[Python-Dev] Alternative path suggestion
Stefan Rank
stefan.rank at ofai.at
Thu May 4 15:28:29 CEST 2006
on 04.05.2006 14:57 Nick Coghlan said the following:
> Mike Orr wrote:
>> Intriguing idea, Noam, and excellent thinking. I'd say it's worth a
>> separate PEP. It's too different to fit into PEP 355, and too big to
>> be summarized in the "Open Issues" section. Of course, one PEP will
>> be rejected if the other is approved.
>
> I agree that a competing PEP is probably the best way to track this idea.
<snip>
>>> This means that path objects aren't the string representation of a
>>> path; they are a ''logical'' representation of a path. Remember why a
>>> filesystem path is called a path - because it's a way to get from one
>>> place on the filesystem to another. Paths can be relative, which means
>>> that they don't define from where to start the walk, and can be not
>>> relative, which means that they do. In the tuple representation,
>>> relative paths are simply tuples of strings, and not relative paths
>>> are tuples of strings with a first "root" element.
>
> I suggest storing the first element separately from the rest of the path. The
> reason for suggesting this is that you use 'os.sep' to separate elements in
> the normal path, but *not* to separate the first element from the rest.
I want to add that people might want to manipulate paths that are not
for the currently running OS. Therefore I think the `sep` should be an
attribute of the "root" element.
For the same reason I'd like to add two values to the following list:
> Possible values for the path's root element would then be:
>
> None ==> relative path
(uses os.sep)
+ path.UNIXRELATIVE ==> uses '/'
+ path.WINDOWSRELATIVE ==> uses r'\' unconditionally
> path.ROOT ==> Unix absolute path
> path.DRIVECWD ==> Windows drive relative path
> path.DRIVEROOT ==> Windows drive absolute path
> path.UNCSHARE ==> UNC path
> path.URL ==> URL path
>
> The last four would have attributes (the two Windows ones to get at the drive
> letter, the UNC one to get at the share name, and the URL one to get at the
> text of the URL).
>
> Similarly, I would separate out the extension to a distinct attribute, as it
> too uses a different separator from the normal path elements ('.' most places,
> but '/' on RISC OS, for example)
>
> The string representation would then be:
>
> def __str__(self):
> return (str(self.root)
> + os.sep.join(self.path)
> + os.extsep + self.ext)
>
>>> The advantage of using a logical representation is that you can forget
>>> about the textual representation, which can be really complex.
>
> As noted earlier - text is a great format for path related I/O. It's a lousy
> format for path manipulation.
>
>>> {{{
>>> p.normpath() -> Isn't needed - done by the constructor
>>> p.basename() -> p[-1]
>>> p.splitpath() -> (p[:-1], p[-1])
>>> p.splitunc() -> (p[0], p[1:]) (if isinstance(p[0], path.UNCRoot))
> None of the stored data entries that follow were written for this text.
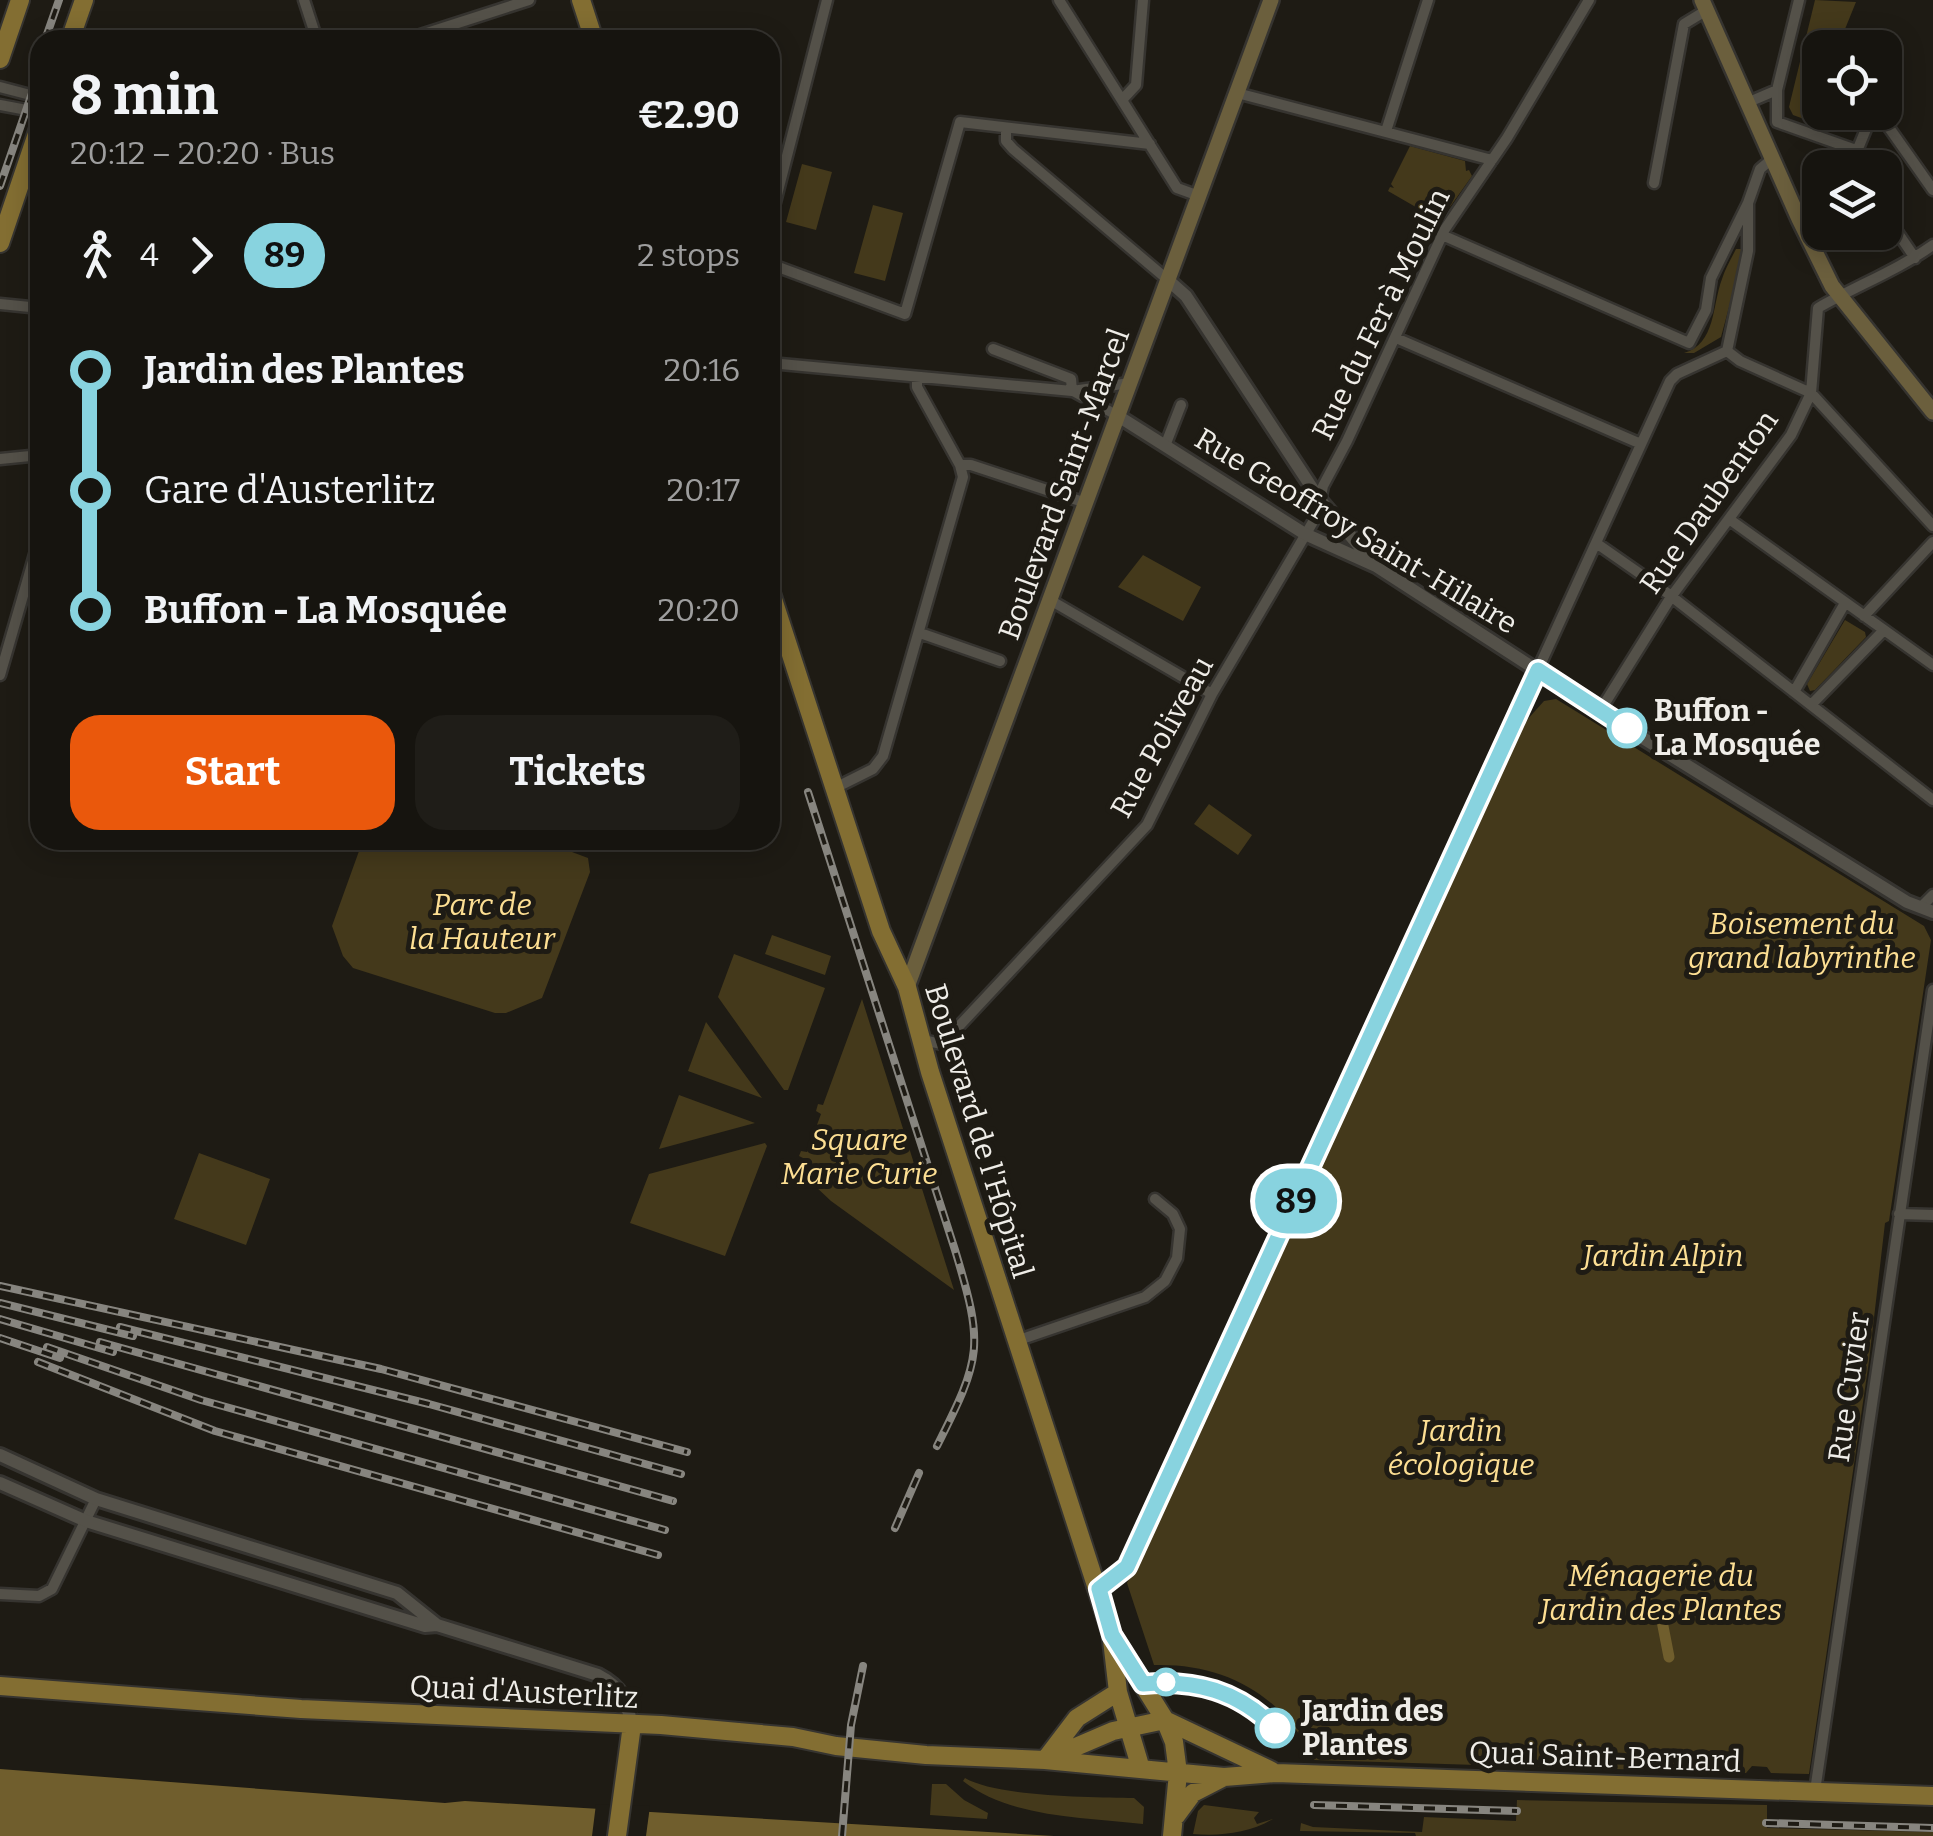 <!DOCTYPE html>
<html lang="en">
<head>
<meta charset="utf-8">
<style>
  :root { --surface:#16140f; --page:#1f1d18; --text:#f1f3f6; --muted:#9e9e9e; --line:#35332f; --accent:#ea580c }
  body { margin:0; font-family:Bitter,serif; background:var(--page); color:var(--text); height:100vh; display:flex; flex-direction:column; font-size:38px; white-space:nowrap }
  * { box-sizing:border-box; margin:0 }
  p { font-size:32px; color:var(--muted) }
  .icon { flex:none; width:55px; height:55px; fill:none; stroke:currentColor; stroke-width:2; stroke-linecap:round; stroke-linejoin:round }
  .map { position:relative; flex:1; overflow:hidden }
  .sheet { position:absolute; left:30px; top:30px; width:750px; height:820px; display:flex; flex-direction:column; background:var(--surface); border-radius:30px; box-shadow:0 5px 25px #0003,0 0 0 2px var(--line) }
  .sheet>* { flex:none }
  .badge { padding:0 20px; border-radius:32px; font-size:35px; line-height:65px }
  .controls { position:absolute; left:1802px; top:30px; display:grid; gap:20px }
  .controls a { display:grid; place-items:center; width:100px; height:100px; border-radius:20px; background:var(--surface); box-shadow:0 5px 25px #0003,0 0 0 2px var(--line); font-size:50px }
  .map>.badge { position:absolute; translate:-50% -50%; box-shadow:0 0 0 5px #fff }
  .legs { display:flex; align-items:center; gap:15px; height:110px; padding:0 40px; font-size:32px }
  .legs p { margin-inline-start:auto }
  .summary { display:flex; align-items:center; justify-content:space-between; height:170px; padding:0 40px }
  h1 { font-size:55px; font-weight:700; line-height:75px }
  .primary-button { display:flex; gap:20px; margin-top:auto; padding:20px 40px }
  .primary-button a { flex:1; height:115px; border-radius:30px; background:var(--accent); color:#fff; font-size:40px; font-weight:700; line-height:115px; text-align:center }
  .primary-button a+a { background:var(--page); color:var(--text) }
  ul { padding:0 40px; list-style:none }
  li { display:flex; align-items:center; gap:35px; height:120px; font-size:38px }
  li i { display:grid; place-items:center; width:15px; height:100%; margin:0 12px; background:currentColor }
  li i::after { content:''; width:25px; height:25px; margin:-12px; border:8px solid; border-radius:50%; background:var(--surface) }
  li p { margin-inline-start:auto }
  li:first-child i { background:linear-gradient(#0000 50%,currentColor 0) }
  li:last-child i { background:linear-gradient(currentColor 50%,#0000 0) }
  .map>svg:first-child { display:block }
  .green { fill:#44391b }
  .water { fill:#705e2d }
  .pier { fill:#1e1b14 }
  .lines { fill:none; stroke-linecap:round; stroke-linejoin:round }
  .canal { stroke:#705e2d; stroke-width:11 }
  .minor-casing { stroke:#363430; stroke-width:15 }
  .tertiary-casing { stroke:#363430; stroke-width:18 }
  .secondary-casing { stroke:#363430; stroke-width:20 }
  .primary-casing { stroke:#363430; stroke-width:22 }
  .minor { stroke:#545149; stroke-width:10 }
  .tertiary { stroke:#545149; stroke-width:12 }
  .secondary { stroke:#6b5f3d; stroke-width:15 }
  .primary { stroke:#836e32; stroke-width:18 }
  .rail-casing { stroke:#87857f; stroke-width:8 }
  .rail { stroke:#1e1b14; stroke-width:4; stroke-dasharray:11; stroke-linecap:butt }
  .line-1-casing { stroke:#fff; stroke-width:22 }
  .line-1 { stroke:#88d3df; stroke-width:15 }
  .stop-1-dot { fill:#fff; stroke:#88d3df; stroke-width:5 }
  .labels { text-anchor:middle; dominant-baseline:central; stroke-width:10; stroke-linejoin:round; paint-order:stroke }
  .street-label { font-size:30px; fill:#efede8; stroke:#1e1b14 }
  .stop-label { font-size:30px; font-weight:bold; fill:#efede8; stroke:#1e1b14; text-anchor:start }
  .park-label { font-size:30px; font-style:italic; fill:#fddf93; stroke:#1e1b14 }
</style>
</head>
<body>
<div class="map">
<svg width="1933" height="1836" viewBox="0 0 1933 1836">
  <rect width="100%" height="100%" fill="#1e1b14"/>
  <path class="green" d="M 1815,0 L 1856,2 L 1843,34 L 1836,32 L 1829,47 L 1820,48 L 1820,60 L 1810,57 L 1806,68 C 1819,89 1813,91 1804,119 L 1793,115 L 1789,107 Z
    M 1410,146 L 1465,161 L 1466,171 L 1469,170 L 1472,176 L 1440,221 L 1388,191 L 1390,187 L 1394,188 L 1391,184 Z
    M 802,164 L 832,172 L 816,230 L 786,222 Z
    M 873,205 L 903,213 L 885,281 L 854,273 Z
    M 1736,249 L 1741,249 L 1742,259 L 1721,337 L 1694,353 L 1684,353 C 1716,344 1712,305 1722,279 C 1725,269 1731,259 1736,249 Z
    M 1143,555 L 1201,587 L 1183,621 L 1118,587 Z
    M 1845,620 L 1865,632 L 1866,637 L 1815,690 L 1810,691 L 1807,684 Z
    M 1556,699 L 1924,926 L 1931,940 L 1889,1221 L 1885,1223 L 1869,1361 L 1809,1774 L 1771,1773 L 1767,1767 L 1752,1766 L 1746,1773 L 1314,1760 C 1283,1695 1225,1663 1154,1665 L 1127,1583 L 1518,730 L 1544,701 Z
    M 1209,804 L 1252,835 L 1238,855 L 1194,824 Z
    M 363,840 L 540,840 L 588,858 L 590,872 L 542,998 L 506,1013 L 495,1013 L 353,968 L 343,956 L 332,926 Z
    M 772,935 L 831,956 L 825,975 L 765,954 Z
    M 734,954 L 825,988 L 788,1090 L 784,1090 L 718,997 Z
    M 862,999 L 954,1290 L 831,1201 L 798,1170 L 803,1158 L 799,1156 L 801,1151 L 807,1152 L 821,1114 L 816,1111 L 818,1104 L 823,1105 Z
    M 706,1022 L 762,1098 L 688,1071 Z
    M 679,1095 L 755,1123 L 659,1149 Z
    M 765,1143 L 767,1146 L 725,1256 L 630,1223 L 649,1174 Z
    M 199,1153 L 270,1179 L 246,1245 L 174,1219 Z
    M 965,1778 C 997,1797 1094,1797 1134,1798 L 1144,1807 L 1143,1824 C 1084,1817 1010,1818 963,1781 Z
    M 932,1784 L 946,1784 L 964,1800 L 988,1813 L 987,1819 L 930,1815 Z
    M 1517,1800 L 1767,1805 L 1767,1828 L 1933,1832 L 1933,1836 L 1416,1836 L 1415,1833 L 1300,1831 L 1301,1823 L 1313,1827 L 1422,1832 L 1424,1817 L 1516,1821 Z
    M 1204,1805 L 1259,1812 L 1254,1818 L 1257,1824 L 1273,1819 C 1248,1834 1219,1836 1193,1834 L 1198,1811 Z"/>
  <path class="water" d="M 0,1769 L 445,1803 L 465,1801 L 1054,1836 L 0,1836 Z"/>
  <path class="pier" d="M 596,1804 L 650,1806 L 646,1836 L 592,1836 Z"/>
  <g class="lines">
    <path class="canal" d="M 1662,1621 L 1669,1657"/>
    <defs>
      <path id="minor" d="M 304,0 L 317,40
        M 1059,0 L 1177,188 L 1199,196
        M 405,40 L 529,0
        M 0,87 L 38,97 L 40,100
        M 1237,93 L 1492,160
        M 1122,100 L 1136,85 L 1143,0
        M 1749,102 L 1777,90
        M 0,105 L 32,111 L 40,110
        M 1878,112 L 1933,190
        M 1777,122 L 1777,90 L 1799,0
        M 1777,122 L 1856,150
        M 1006,128 L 1006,141 L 1013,149 L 1168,280
        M 1386,131 L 1428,0
        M 1850,168 L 1873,112
        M 1654,183 L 1684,24 L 1707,10
        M 1885,214 L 1915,258
        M 770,222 L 827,0
        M 1442,235 L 1689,343 L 1706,310 L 1711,278 L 1748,203 L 1760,169 L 1772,159
        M 770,264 L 905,314 L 960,122 L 1150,144
        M 0,304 L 40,308
        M 1396,338 L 1641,444
        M 993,349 L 1071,379 L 1072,391
        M 1727,351 L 1740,361 L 1811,393 L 1933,526
        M 1727,351 L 1748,251 L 1748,204
        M 770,363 L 1072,391 L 1130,383
        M 917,377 L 917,387 L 960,465 L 971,465 L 1086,503
        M 1073,391 L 1118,416
        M 1165,446 L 1181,405
        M 0,459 L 40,455
        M 1729,519 L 1933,665
        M 1596,543 L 1662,589 L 1933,800
        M 1050,600 L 1212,694
        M 1864,616 L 1933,542
        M 920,633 L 1000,661
        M 0,675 L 40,537
        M 1794,692 L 1845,603
        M 1811,705 L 1884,630
        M 1600,711 L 1671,597 L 1791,435 L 1811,393 L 1818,308 C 1856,286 1898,270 1933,245
        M 835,788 L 873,769 L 883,756 L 963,477 L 960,465
        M 1921,907 L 1933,895
        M 922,1040 L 942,1044 L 946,1040 L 1147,825 L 1212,694 L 1317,515 L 1323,486 L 1347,441 L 1445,229 L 1507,138 L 1589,0
        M 1899,1214 L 1933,1215
        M 1016,1341 L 1145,1297 L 1165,1281 L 1177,1258 L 1180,1229 L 1173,1214 L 1155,1199
        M 1099,1589 L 1127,1567 L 1670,381 L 1677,374 L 1727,351
        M 0,1594 L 39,1596 L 52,1589 L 96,1499
        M 1815,1791 L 1933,990"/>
      <path id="tertiary" d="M 1168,280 L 1186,296 L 1320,500 L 1372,561
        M 1118,416 L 1305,534 L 1376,566 L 1609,717 L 1907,902 L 1933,912
        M 0,1455 L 96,1499 L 397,1593 L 437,1625
        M 0,1483 L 86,1521 L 425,1626 L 437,1625 L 598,1675 C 621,1687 626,1699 632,1725"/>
      <path id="secondary" d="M 1702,0 L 1799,219 L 1832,286 L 1933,412
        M 907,987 L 1271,0"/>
      <path id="primary" d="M 581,0 L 594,40
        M 70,40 L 84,0
        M 0,59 L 20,0
        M 0,243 L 40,125
        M 770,590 L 881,931 L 907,987 L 930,1072 L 1112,1635 L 1165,1720 L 1174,1742 L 1178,1773 L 1172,1836
        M 1112,1640 L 1118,1692 L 1141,1769
        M 0,1686 L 301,1709 L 661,1725 L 793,1737 L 836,1746 L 926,1755 L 1045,1760 L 1224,1777 L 1276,1773 L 1933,1796
        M 1165,1720 L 1272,1771
        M 1050,1758 L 1113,1731 L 1165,1720
        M 1045,1760 L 1077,1718 L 1118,1692
        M 1176,1816 L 1193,1793 L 1224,1777
        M 617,1836 L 632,1725"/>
    </defs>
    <use href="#minor" class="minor-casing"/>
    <use href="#tertiary" class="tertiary-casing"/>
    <use href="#secondary" class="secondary-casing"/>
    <use href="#primary" class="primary-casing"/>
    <use href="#minor" class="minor"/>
    <use href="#tertiary" class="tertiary"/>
    <use href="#secondary" class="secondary"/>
    <use href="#primary" class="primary"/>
    <defs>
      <path id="rail" d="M 45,40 L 59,0
        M 0,186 L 40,70
        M 808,792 L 955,1250 C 984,1346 982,1357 937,1446
        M 0,1286 L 381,1369 L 687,1452
        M 0,1303 L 133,1336
        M 0,1319 L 113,1352
        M 120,1327 L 429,1404 L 681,1474
        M 0,1338 L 60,1358
        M 100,1342 L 673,1501
        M 47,1347 L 201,1400 L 665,1530
        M 38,1362 L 215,1431 L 658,1555
        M 895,1528 L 919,1473
        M 1314,1805 L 1517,1811
        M 1766,1823 L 1933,1828
        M 842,1836 L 851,1725 L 863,1666"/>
    </defs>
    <use href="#rail" class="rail-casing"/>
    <use href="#rail" class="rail"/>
  </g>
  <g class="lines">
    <defs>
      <path id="line-1" d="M 1275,1728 C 1238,1691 1195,1679 1143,1684 L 1112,1635 L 1099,1589 L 1127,1567 L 1538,670 L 1627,728"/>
    </defs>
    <use href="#line-1" class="line-1-casing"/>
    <use href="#line-1" class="line-1"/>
  </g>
  <g class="stop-1-dot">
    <circle cx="1627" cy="728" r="18"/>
    <circle cx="1166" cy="1682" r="12"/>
    <circle cx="1275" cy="1728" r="18"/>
  </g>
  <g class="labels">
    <g class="street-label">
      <text transform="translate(1381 314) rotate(-64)">Rue du Fer à Moulin</text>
      <text transform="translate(1064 484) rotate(-70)">Boulevard Saint-Marcel</text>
      <text transform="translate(1709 502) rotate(-55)">Rue Daubenton</text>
      <text transform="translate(1356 531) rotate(31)">Rue Geoffroy Saint-Hilaire</text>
      <text transform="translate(1162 737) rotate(-61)">Rue Poliveau</text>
      <text transform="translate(979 1131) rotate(73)">Boulevard de l'Hôpital</text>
      <text transform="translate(1849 1387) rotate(-82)">Rue Cuvier</text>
      <text transform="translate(524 1692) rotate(3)">Quai d'Austerlitz</text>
      <text transform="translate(1605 1757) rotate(2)">Quai Saint-Bernard</text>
    </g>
    <g class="stop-label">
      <text x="1654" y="711">Buffon -<tspan x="1654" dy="34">La Mosquée</tspan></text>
      <text x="1302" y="1711">Jardin des<tspan x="1302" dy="34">Plantes</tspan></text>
    </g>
    <g class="park-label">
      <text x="482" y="905">Parc de<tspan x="482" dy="34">la Hauteur</tspan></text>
      <text x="1802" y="924">Boisement du<tspan x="1802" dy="34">grand labyrinthe</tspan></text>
      <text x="859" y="1140">Square<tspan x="859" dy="34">Marie Curie</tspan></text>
      <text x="1663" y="1256">Jardin Alpin</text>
      <text x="1461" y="1431">Jardin<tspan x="1461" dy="34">écologique</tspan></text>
      <text x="1661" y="1576">Ménagerie du<tspan x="1661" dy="34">Jardin des Plantes</tspan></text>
    </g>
  </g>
</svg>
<div class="controls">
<a><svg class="icon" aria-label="locate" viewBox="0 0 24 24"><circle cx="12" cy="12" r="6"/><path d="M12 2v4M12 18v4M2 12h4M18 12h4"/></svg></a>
<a><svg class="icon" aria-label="layers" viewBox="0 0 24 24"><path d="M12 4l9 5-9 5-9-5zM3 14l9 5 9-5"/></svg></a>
</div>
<b class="badge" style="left:1296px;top:1201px;background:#88d3df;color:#111">89</b>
<section class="sheet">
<div class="summary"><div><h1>8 min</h1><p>20:12 – 20:20 · Bus</p></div><b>€2.90</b></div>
<div class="legs"><svg class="icon" aria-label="walk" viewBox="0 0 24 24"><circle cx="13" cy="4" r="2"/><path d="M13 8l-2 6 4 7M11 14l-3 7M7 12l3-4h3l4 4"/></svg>4<svg class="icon" aria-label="forward" viewBox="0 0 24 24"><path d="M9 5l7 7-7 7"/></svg><b class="badge" style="background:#88d3df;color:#111">89</b><p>2 stops</p></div>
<ul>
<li><i style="color:#88d3df"></i><b>Jardin des Plantes</b><p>20:16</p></li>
<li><i style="color:#88d3df"></i><span>Gare d'Austerlitz</span><p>20:17</p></li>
<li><i style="color:#88d3df"></i><b>Buffon - La Mosquée</b><p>20:20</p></li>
</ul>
<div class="primary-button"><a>Start</a><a>Tickets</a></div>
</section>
</div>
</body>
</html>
>>> p.splitall() -> Isn't needed
>>> p.parent -> p[:-1]
>>> p.name -> p[-1]
>>> p.drive -> p[0] (if isinstance(p[0], path.Drive))
>>> p.uncshare -> p[0] (if isinstance(p[0], path.UNCRoot))
>>> }}}
>
> These same operations using separate root and path attributes:
>
> p.basename() -> p[-1]
> p.splitpath() -> (p[:-1], p[-1])
> p.splitunc() -> (p.root, p.path)
> p.splitall() -> Isn't needed
> p.parent -> p[:-1]
> p.name -> p[-1]
> p.drive -> p.root.drive (AttributeError if not drive based)
> p.uncshare -> p.root.share (AttributeError if not drive based)
>
>> That's a big drawback. PEP 355 can choose between string and
>> non-string, but this way is limited to non-string. That raises the
>> minor issue of changing the open() functions etc in the standard
>> library, and the major issue of changing them in third-party
>> libraries.
>
> It's not that big a drama, really. All you need to do is call str() on your
> path objects when you're done manipulating them. The third party libraries
> don't need to know how you created your paths, only what you ended up with.
>
> Alternatively, if the path elements are stored in separate attributes, there's
> nothing stopping the main object from inheriting from str or unicode the way
> the PEP 355 path object does.
>
> Either way, this object would still be far more convenient for manipulating
> paths than a string based representation that has to deal with OS-specific
> issues on every operation, rather than only during creation and conversion to
> a string. The path objects would also serve as an OS-independent
> representation of filesystem paths.
>
> In fact, I'd leave most of the low-level API's working only on strings - the
> only one I'd change to accept path objects directly is open() (which would be
> fairly easy, as that's a factory function now).
>
>>> This means that paths starting with a drive letter alone
>>> (!UnrootedDrive instance, in my module) and paths starting with a
>>> backslash alone (the CURROOT object, in my module) are not relative
>>> and not absolute.
>> I guess that's plausable. We'll need feedback from Windows users.
>
> As suggested above, I think the root element should be stored separately from
> the rest of the path. Then adding a new kind of root element (such as a URL)
> becomes trivial.
>
>> The question is, does forcing people to use .stat() expose an
>> implementation detail that should be hidden, and does it smell of
>> Unixism? Most people think a file *is* a regular file or a directory.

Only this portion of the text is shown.